L’Ispettore di Pubblica Sicurezza Rossi, che di nome fa Enrico come il compianto segretario del PCI, l’altra parte di quel Compromesso Storico, filo conduttore scelto per trattare dell’accaduto, ne ebbe visione solo nel 2011. Non protocollata, la lettera anche senza riscontri non lascia molte perplessità a chi come il Rossi, che di mestiere lavorava nell’antiterrorismo, conosce l’arte dell’attività inquirente. Nella lettera si menziona un testimone, le cui parole furono da subito ritenute molto attendibili, l’Ingegner Marini, alla cui persona da una motocicletta di grossa cilindrata, una Honda, partirono delle raffiche che a quanto si evince dalle successive telefonate minatorie e dal contenuto della lettera, dovevano servire a sistemare un pericoloso ostacolo alla riuscita del sequestro.

Le Brigate riescono nell’intento, per gli omicidi di quel giorno, il sequestro e l’esecuzione della “condanna a morte decretata dal tribunale del popolo” pagheranno senza peraltro mai nascondere le proprie responsabilità. Quel che rileva è quella motocicletta, “non è roba nostra” affermeranno nell’ordine Morucci e lo stesso Moretti nell’ambito della intervista rilasciata alla Rossanda. Ma da quella motocicletta si spara, per uccidere per altro, ma chi sia stato non è dato saperlo ancora oggi. Servizi segreti? Malavita? Quest’ultima pista, già battuta, non ha portato a nessuna conclusione degna di una qualsiasi nota; circa la prima sembra essere molto più plausibile, avvalorata dalla presenza del Colonnello Guglielmi in via Fani e dalla lettera che di uno dei passeggeri della moto dovrebbe essere il testamento. Rossi ritiene di poter confermare la somiglianza dell’autista del veicolo a Eduardo De Filippo, specificando inoltre che l’identificazione del reo non sarebbe stata particolarmente complicata se non fosse per gli ostacoli che l’ex Ispettore di Pubblica Sicurezza incontrò di continuo nello svolgimento delle indagini. Lo identifica Rossi, intrattiene un colloquio telefonico con il sospetto addirittura, ne riscontra il regolare possesso di due pistole, di cui una Drulov dalla canna particolarmente lunga e l’aspetto molto simile a quello di una mitraglietta, come quella intravista dal Marini per intenderci. Gli dà indicazioni su dove reperire la Beretta il sospetto, della Drulov neanche una parola, procede l’Ispettore Rossi e l’accertamento amministrativo diventa perquisizione, la perquisizione arriva fino in cantina dove su di una copia del 16 marzo 1978 de La Repubblica è adagiata la seconda pistola.

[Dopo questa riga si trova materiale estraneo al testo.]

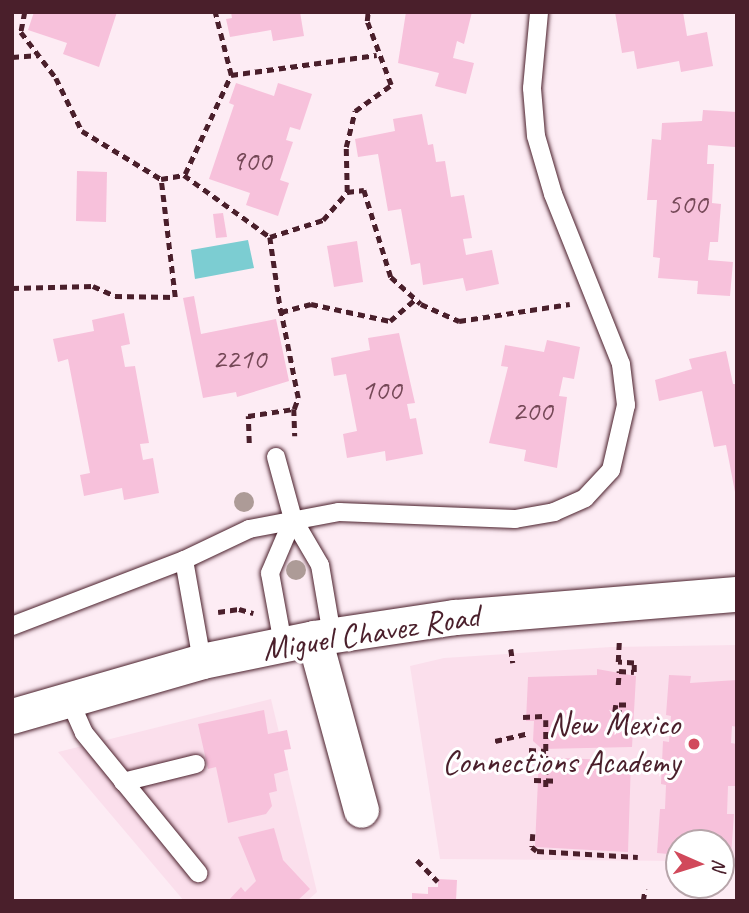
<!DOCTYPE html>
<style>
body{margin:0}
#map{position:relative;width:749px;height:913px;overflow:hidden;background:#fdecf4;font-family:Caveat,sans-serif}
div>[style]{position:absolute}
.built>*{inset:0;background:#fbdfec}
.water>*{inset:0;background:#7ccdd2}
.building>*{inset:0;background:#f7c1db}
.path>*{height:4.5px;margin-top:-2.25px;transform-origin:0;background:repeating-linear-gradient(90deg,#4a1f2b 0 7px,transparent 0 12px)}
.roads{filter:drop-shadow(0 0 2px #4a1f2b) drop-shadow(0 0 2px #4a1f2b)}
.lane>*{height:18px;margin:-9px;padding:0 9px;transform-origin:9px;border-radius:9px;background:#fff}
.street>*{height:35px;margin:-17.5px;padding:0 17.5px;transform-origin:17.5px;border-radius:17.5px;background:#fff}
.trees>*{width:20px;height:20px;margin:-10px;border-radius:50%;background:#ad9b97}
.dots>*{width:19px;height:19px;translate:-50% -50%;box-sizing:border-box;border:4px solid #fff;border-radius:50%}
span{translate:-50% -50%;white-space:nowrap;text-align:center;line-height:1.15;-webkit-text-stroke:6px #fff;paint-order:stroke}
.number-label{font-size:30px;color:#754857}
.number-label span{-webkit-text-stroke-width:0}
.street-label{font-size:33px;color:#4a1f2b}
.poi-label{font-size:33px;color:#4a1f2b}
.right{translate:-100% -50%;text-align:right}
.frame{position:absolute;inset:0;border:14px solid #4a1f2b;pointer-events:none}
.north{position:absolute;left:665px;top:829px;width:70px;height:70px;box-sizing:border-box;background:#fff;border:2px solid #b7a5aa;border-radius:50%;rotate:93deg;font-size:19px;font-weight:700;line-height:28px;text-align:center;color:#4a1f2b}
.north::after{content:'';display:block;margin:auto;width:24px;height:32px;background:#d1495b;clip-path:polygon(50% 0,100% 100%,50% 72%,0 100%)}
</style>
<div id="map">
<div class="built">
<i style="clip-path:polygon(737px 645px,737px 862px,721px 862px,721px 843px,679px 843px,679px 861px,440px 859px,410px 666px,444px 658px,611px 647px)"></i>
<i style="clip-path:polygon(271px 699px,317px 892px,307px 901px,184px 901px,58px 752px)"></i>
</div>
<div class="water">
<i style="clip-path:polygon(248px 240px,254px 268px,195px 279px,191px 250px)"></i>
</div>
<div class="building">
<i style="clip-path:polygon(34px 12px,117px 12px,99px 67px,63px 54px,67px 43px,28px 30px)"></i>
<i style="clip-path:polygon(231px 12px,300px 12px,304px 36px,273px 41px,271px 30px,230px 37px,226px 19px,232px 18px)"></i>
<i style="clip-path:polygon(406px 12px,472px 12px,464px 44px,457px 41px,453px 58px,474px 63px,466px 94px,435px 86px,439px 73px,398px 63px)"></i>
<i style="clip-path:polygon(615px 12px,683px 12px,687px 36px,707px 32px,713px 66px,681px 72px,679px 61px,637px 69px,634px 51px,622px 53px)"></i>
<i style="clip-path:polygon(236px 83px,274px 96px,278px 83px,312px 94px,300px 130px,290px 127px,286px 140px,293px 142px,280px 180px,289px 183px,278px 216px,246px 205px,250px 193px,209px 179px,234px 105px,229px 103px)"></i>
<i style="clip-path:polygon(703px 110px,737px 112px,735px 147px,708px 145px,707px 164px,714px 164px,712px 203px,721px 204px,718px 242px,710px 242px,708px 260px,733px 262px,730px 296px,697px 294px,698px 281px,658px 278px,660px 258px,653px 257px,657px 200px,647px 200px,652px 139px,661px 140px,662px 123px,702px 121px)"></i>
<i style="clip-path:polygon(422px 114px,428px 145px,433px 144px,436px 162px,445px 161px,451px 197px,464px 195px,472px 238px,463px 239px,466px 255px,492px 250px,499px 284px,466px 291px,463px 278px,423px 285px,420px 263px,411px 265px,401px 209px,388px 211px,378px 154px,358px 157px,355px 139px,395px 131px,393px 119px)"></i>
<i style="clip-path:polygon(77px 171px,107px 172px,106px 222px,76px 221px)"></i>
<i style="clip-path:polygon(223px 213px,227px 237px,216px 238px,213px 214px)"></i>
<i style="clip-path:polygon(357px 241px,363px 282px,334px 287px,327px 246px)"></i>
<i style="clip-path:polygon(194px 296px,201px 334px,276px 319px,289px 381px,237px 397px,236px 392px,203px 398px,183px 298px)"></i>
<i style="clip-path:polygon(124px 313px,130px 344px,121px 346px,125px 367px,135px 366px,149px 443px,140px 444px,143px 460px,153px 458px,159px 493px,124px 500px,122px 488px,84px 496px,80px 475px,90px 473px,68px 359px,58px 362px,53px 339px,94px 331px,92px 320px)"></i>
<i style="clip-path:polygon(399px 333px,415px 403px,407px 404px,410px 419px,416px 418px,423px 454px,386px 461px,385px 451px,347px 458px,343px 434px,357px 431px,346px 374px,334px 376px,331px 358px,370px 350px,368px 338px)"></i>
<i style="clip-path:polygon(547px 340px,580px 347px,574px 379px,563px 377px,559px 396px,567px 397px,557px 468px,524px 461px,526px 450px,489px 443px,508px 367px,501px 366px,505px 345px,544px 352px)"></i>
<i style="clip-path:polygon(726px 351px,733px 384px,737px 384px,735px 492px,726px 445px,714px 447px,702px 391px,659px 401px,655px 380px,692px 369px,689px 359px)"></i>
<i style="clip-path:polygon(597px 669px,636px 676px,632px 747px,542px 749px,533px 741px,534px 721px,526px 721px,528px 677px,597px 675px)"></i>
<i style="clip-path:polygon(669px 675px,691px 676px,690px 683px,737px 680px,737px 727px,732px 726px,731px 743px,737px 744px,737px 786px,728px 786px,727px 814px,734px 814px,731px 856px,721px 856px,721px 843px,679px 843px,679px 855px,657px 853px,660px 809px,665px 809px,666px 785px,661px 784px,663px 741px,669px 742px,671px 716px,666px 715px)"></i>
<i style="clip-path:polygon(264px 710px,268px 734px,287px 730px,291px 749px,284px 750px,288px 770px,274px 774px,277px 791px,269px 793px,272px 806px,266px 814px,228px 823px,216px 767px,208px 769px,198px 724px)"></i>
<i style="clip-path:polygon(539px 757px,631px 761px,628px 852px,535px 847px)"></i>
<i style="clip-path:polygon(274px 828px,283px 860px,310px 889px,297px 901px,228px 901px,241px 887px,245px 892px,256px 881px,238px 837px)"></i>
<i style="clip-path:polygon(438px 879px,457px 880px,456px 901px,412px 901px,412px 893px,428px 894px,428px 887px,438px 887px)"></i>
</div>
<div class="path">
<i style="left:25px;top:12px;width:20px;rotate:101deg"></i>
<i style="left:21px;top:32px;width:58px;rotate:52.7deg"></i>
<i style="left:56px;top:78px;width:59px;rotate:63.9deg"></i>
<i style="left:82px;top:131px;width:92px;rotate:31.3deg"></i>
<i style="left:161px;top:179px;width:23px;rotate:-10deg"></i>
<i style="left:184px;top:175px;width:106px;rotate:35.8deg"></i>
<i style="left:270px;top:237px;width:56px;rotate:-17.8deg"></i>
<i style="left:323px;top:220px;width:37px;rotate:-49deg"></i>
<i style="left:347px;top:192px;width:45px;rotate:-91.3deg"></i>
<i style="left:346px;top:147px;width:37px;rotate:-76deg"></i>
<i style="left:355px;top:111px;width:44px;rotate:-35.8deg"></i>
<i style="left:391px;top:85px;width:68px;rotate:-110.6deg"></i>
<i style="left:367px;top:21px;width:9px;rotate:-84deg"></i>
<i style="left:12px;top:57px;width:27px;rotate:-4deg"></i>
<i style="left:231px;top:75px;width:147px;rotate:-7.8deg"></i>
<i style="left:185px;top:174px;width:109px;rotate:-65.1deg"></i>
<i style="left:231px;top:75px;width:65px;rotate:-104.3deg"></i>
<i style="left:347px;top:192px;width:17px;rotate:-7deg"></i>
<i style="left:364px;top:190px;width:91px;rotate:72.8deg"></i>
<i style="left:391px;top:277px;width:40px;rotate:42deg"></i>
<i style="left:421px;top:304px;width:42px;rotate:24.1deg"></i>
<i style="left:459px;top:321px;width:112px;rotate:-8.7deg"></i>
<i style="left:270px;top:237px;width:76px;rotate:81.7deg"></i>
<i style="left:281px;top:312px;width:31px;rotate:-15deg"></i>
<i style="left:311px;top:304px;width:81px;rotate:12.1deg"></i>
<i style="left:390px;top:321px;width:33px;rotate:-41deg"></i>
<i style="left:12px;top:288px;width:81px;rotate:-1.4deg"></i>
<i style="left:93px;top:286px;width:24px;rotate:24deg"></i>
<i style="left:115px;top:296px;width:60px;rotate:1deg"></i>
<i style="left:175px;top:297px;width:119px;rotate:-96.8deg"></i>
<i style="left:294px;top:409px;width:27px;rotate:88deg"></i>
<i style="left:249px;top:443px;width:27px;rotate:-92deg"></i>
<i style="left:248px;top:416px;width:47px;rotate:-8.7deg"></i>
<i style="left:294px;top:409px;width:12px;rotate:-70deg"></i>
<i style="left:298px;top:398px;width:88px;rotate:-101.2deg"></i>
<i style="left:218px;top:612px;width:21px;rotate:-8deg"></i>
<i style="left:239px;top:609px;width:15px;rotate:16deg"></i>
<i style="left:511px;top:649px;width:14px;rotate:82deg"></i>
<i style="left:618px;top:685px;width:14px;rotate:-86deg"></i>
<i style="left:619px;top:671px;width:15px;rotate:4deg"></i>
<i style="left:634px;top:672px;width:9px;rotate:-90deg"></i>
<i style="left:634px;top:663px;width:16px;rotate:-176deg"></i>
<i style="left:618px;top:662px;width:20px;rotate:-87deg"></i>
<i style="left:626px;top:705px;width:10px;rotate:180deg"></i>
<i style="left:616px;top:705px;width:7px;rotate:98deg"></i>
<i style="left:615px;top:712px;width:13px;rotate:4deg"></i>
<i style="left:523px;top:717px;width:20px;rotate:-3deg"></i>
<i style="left:546px;top:720px;width:70px;rotate:90deg"></i>
<i style="left:495px;top:741px;width:32px;rotate:-13deg"></i>
<i style="left:529px;top:750px;width:17px;rotate:3deg"></i>
<i style="left:534px;top:780px;width:23px;rotate:2deg"></i>
<i style="left:533px;top:834px;width:13px;rotate:94deg"></i>
<i style="left:532px;top:847px;width:6px;rotate:39deg"></i>
<i style="left:537px;top:851px;width:101px;rotate:3.4deg"></i>
<i style="left:417px;top:860px;width:30px;rotate:46deg"></i>
<i style="left:643px;top:901px;width:12px;rotate:-81deg"></i>
</div>
<div class="roads">
<div class="lane">
<i style="left:276px;top:457px;width:64px;rotate:74.7deg"></i>
<i style="left:293px;top:519px;width:53px;rotate:59.6deg"></i>
<i style="left:320px;top:565px;width:71px;rotate:80.3deg"></i>
<i style="left:184px;top:560px;width:103px;rotate:79.9deg"></i>
<i style="left:12px;top:626px;width:184px;rotate:-21deg"></i>
<i style="left:184px;top:560px;width:72px;rotate:-25.5deg"></i>
<i style="left:249px;top:529px;width:92px;rotate:-10.7deg"></i>
<i style="left:339px;top:512px;width:176px;rotate:2.3deg"></i>
<i style="left:515px;top:519px;width:40px;rotate:-10deg"></i>
<i style="left:554px;top:512px;width:34px;rotate:-24deg"></i>
<i style="left:585px;top:498px;width:38px;rotate:-47deg"></i>
<i style="left:611px;top:470px;width:67px;rotate:-77deg"></i>
<i style="left:626px;top:405px;width:41px;rotate:-97deg"></i>
<i style="left:621px;top:364px;width:183px;rotate:-111.8deg"></i>
<i style="left:553px;top:194px;width:60px;rotate:-106.3deg"></i>
<i style="left:536px;top:136px;width:48px;rotate:-94.8deg"></i>
<i style="left:532px;top:88px;width:76px;rotate:-84.7deg"></i>
<i style="left:283px;top:644px;width:72px;rotate:-100.4deg"></i>
<i style="left:270px;top:573px;width:59px;rotate:-66.9deg"></i>
<i style="left:68px;top:697px;width:39px;rotate:66deg"></i>
<i style="left:84px;top:733px;width:181px;rotate:50.8deg"></i>
<i style="left:123px;top:782px;width:75px;rotate:-13.9deg"></i>
</div>
<div class="street">
<i style="left:314px;top:638px;width:178px;rotate:74.7deg"></i>
<i style="left:12px;top:716px;width:198px;rotate:-16.1deg"></i>
<i style="left:202px;top:661px;width:114px;rotate:-11.6deg"></i>
<i style="left:314px;top:638px;width:143px;rotate:-8.5deg"></i>
<i style="left:455px;top:617px;width:283px;rotate:-4.7deg"></i>
</div>
</div>
<div class="trees">
<i style="left:244px;top:502px"></i>
<i style="left:296px;top:570px"></i>
</div>
<div class="dots">
<i style="left:694px;top:744px;background:#d1495b"></i>
</div>
<div class="number-label">
<span style="left:251px;top:160px">900</span>
<span style="left:687px;top:203px">500</span>
<span style="left:239px;top:358px">2210</span>
<span style="left:381px;top:389px">100</span>
<span style="left:532px;top:410px">200</span>
</div>
<div class="street-label">
<span style="left:371px;top:633px;rotate:-9deg">Miguel Chavez Road</span>
</div>
<div class="poi-label">
<span class="right" style="left:680px;top:744px">New Mexico<br>Connections Academy</span>
</div>
<div class="frame"></div>
<div class="north">N</div>
</div>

Le indagini sono a un punto cruciale sembrerebbe, ma i Carabinieri, allertati da qualcuno, si fanno consegnare dal Rossi le pistole, i giudici non acconsentono alle perizie richieste dall’Ispettore tanto meno gli consentono d’interrogare l’uomo. Il clima sembra essersi fatto pesante e Rossi opta per il pensionamento. Ma più di qualche dubbio permane, il sequestro di una foto dell’uomo lascia trasparire una concreta somiglianza con il famoso attore napoletano. Intanto le pistole sono state distrutte e l’uomo sul quale l’Ispettore indagava è ormai morto nella sua residenza toscana; per la verità su quei fatti del 16 marzo 1978 ci sarà ancora molto da aspettare.